Baykemagn Nebebe Demis, Alemayehu Meron Asmamaw, Yehuala Tirualem Zeleke, Walle Agmasie Damtew, Gedefaw Andualem Enyew, Mengistu Abraham Keffale
Department of Health Informatics, Institute of Public Health, College of Medicine and Health Sciences, University of Gondar, Gondar, Ethiopia.
Department of Epidemiology and Biostatistics, Institute of Public Health, College of Medicine and Health Sciences, University of Gondar, Gondar, Ethiopia.
Sci Rep. 2025 Jun 4;15(1):19604. doi: 10.1038/s41598-025-03112-6.
Breast self-examination is a very cost-reducing approach that significantly decreases the cost burdens associated with medical equipment, fees of healthcare practitioners, transportation to health facilities, and other indirect costs. Furthermore, it raises accessibility to health services and is significant in averting the transmission of infectious illnesses in low- and middle-income countries, constituting a sustainable channel for gains in public health. We employed a total weight of 133,425 from the Demographic and Health Survey using STATA Version 17, MS Excel 2016, and Python 3.10 for data management. Additionally, Min-Max scaling and standard scaling were used for variable scaling, along with Recursive Feature Elimination for feature selection. The data was split in an 80:20 ratio for training and testing, and balanced using Tomek Links combined with Random Over-Sampling. The model performance was evaluated by ROC-AUC, AUC, accuracy, F1 score, recall, and precision. The Decision Tree model was the best-performing one, with an accuracy of 82% and an AUC of 0.87. The reason for this superior performance is its capacity to accurately represent non-linear associations and interactions in the data, which were difficult for more conventional models like logistic regression to do. Woman's age, smartphone availability, marital status, health facility visits, HIV testing, number of children, examination by healthcare providers, wealth status, place of residence, mother's occupation, education level, social media use, health status, and distance to health facilities predictors of breast self-examination. In conclusion, Decision Tree is the top-performing model with an AUC and accuracy of 87% and 82%, respectively, due to its ability to capture non-linear relationships between predictors and the target variable, use ensemble averaging and random feature selection to reduce variance and overfitting, and its inherent feature importance mechanism that keeps it robust to irrelevant features. Based on this study finding, to increase awareness of breast self-examination (BSE), we recommend, Create awareness for community leaders about breast cancer and the benefits of self-examination, deploying mobile health clinics and outreach programs, Training health extension workers on proper BSE to share with the community, additionally, launching radio/television campaigns in local languages to disseminate information for large audience.

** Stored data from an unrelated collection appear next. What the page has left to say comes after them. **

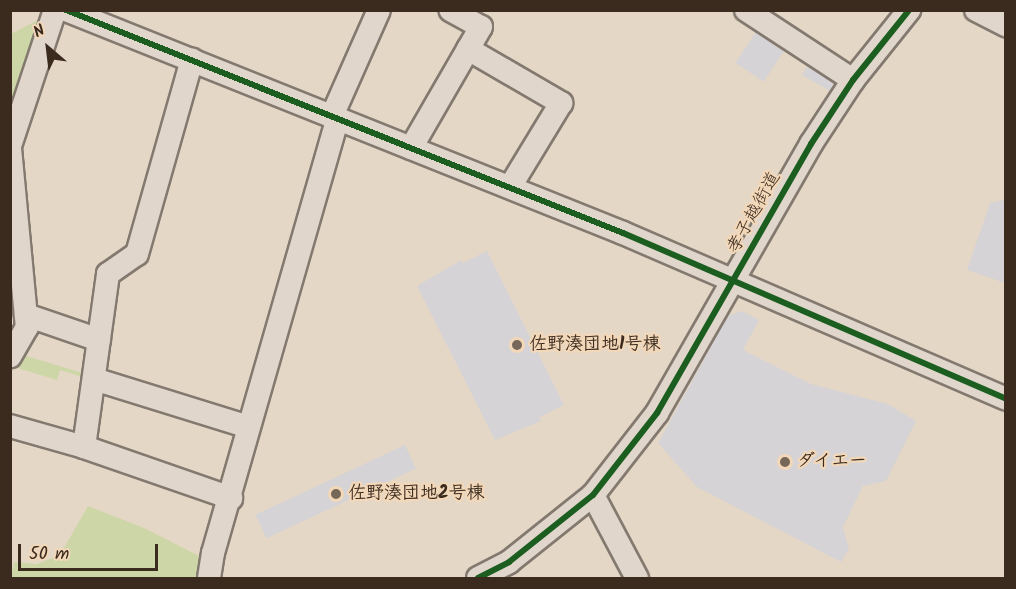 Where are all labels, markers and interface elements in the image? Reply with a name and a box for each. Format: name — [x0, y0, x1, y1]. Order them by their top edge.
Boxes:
north arrow — [18, 18, 78, 78]
text: N — [29, 18, 50, 45]
street label: 孝子越街道 — [724, 168, 786, 258]
place label: 佐野湊団地1号棟 — [529, 334, 660, 356]
marker: 佐野湊団地1号棟 — [510, 338, 524, 352]
place label: ダイエー — [797, 451, 869, 473]
marker: ダイエー — [778, 455, 792, 469]
place label: 佐野湊団地2号棟 — [348, 483, 484, 505]
marker: 佐野湊団地2号棟 — [329, 487, 343, 501]
scale bar — [21, 532, 160, 570]
text: 50 m — [29, 540, 69, 569]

乳房自我检查是一种极具成本效益的方法,能显著降低与医疗设备、医护人员费用、前往医疗机构的交通费用以及其他间接成本相关的成本负担。此外,它提高了获得医疗服务的可及性,并且在低收入和中等收入国家预防传染病传播方面具有重要意义,构成了公共卫生收益的可持续途径。我们使用STATA 17版、MS Excel 2016和Python 3.10对来自人口与健康调查的总计133425个权重数据进行管理。此外,使用最小-最大缩放和标准缩放进行变量缩放,并使用递归特征消除进行特征选择。数据按80:20的比例拆分用于训练和测试,并使用Tomek Links结合随机过采样进行平衡处理。通过ROC-AUC、AUC、准确率、F1分数、召回率和精确率评估模型性能。决策树模型表现最佳,准确率为82%,AUC为0.87。这种卓越性能的原因在于其能够准确呈现数据中的非线性关联和相互作用,而这对于逻辑回归等更传统的模型来说是困难的。女性的年龄、是否拥有智能手机、婚姻状况、就医次数、艾滋病毒检测、子女数量、医护人员检查、财富状况、居住地点、母亲职业、教育水平、社交媒体使用情况、健康状况以及距离医疗机构的远近是乳房自我检查的预测因素。总之,决策树是表现最佳的模型,AUC和准确率分别为87%和82%,这是因为它能够捕捉预测变量与目标变量之间的非线性关系,使用集成平均和随机特征选择来减少方差和过拟合,以及其固有的特征重要性机制使其对无关特征具有鲁棒性。基于本研究结果,为提高乳房自我检查(BSE)的意识,我们建议,向社区领袖宣传乳腺癌及自我检查的益处,部署移动健康诊所和外展项目,培训健康推广工作者正确的乳房自我检查方法以便与社区分享,此外,用当地语言开展广播/电视宣传活动以向广大受众传播信息。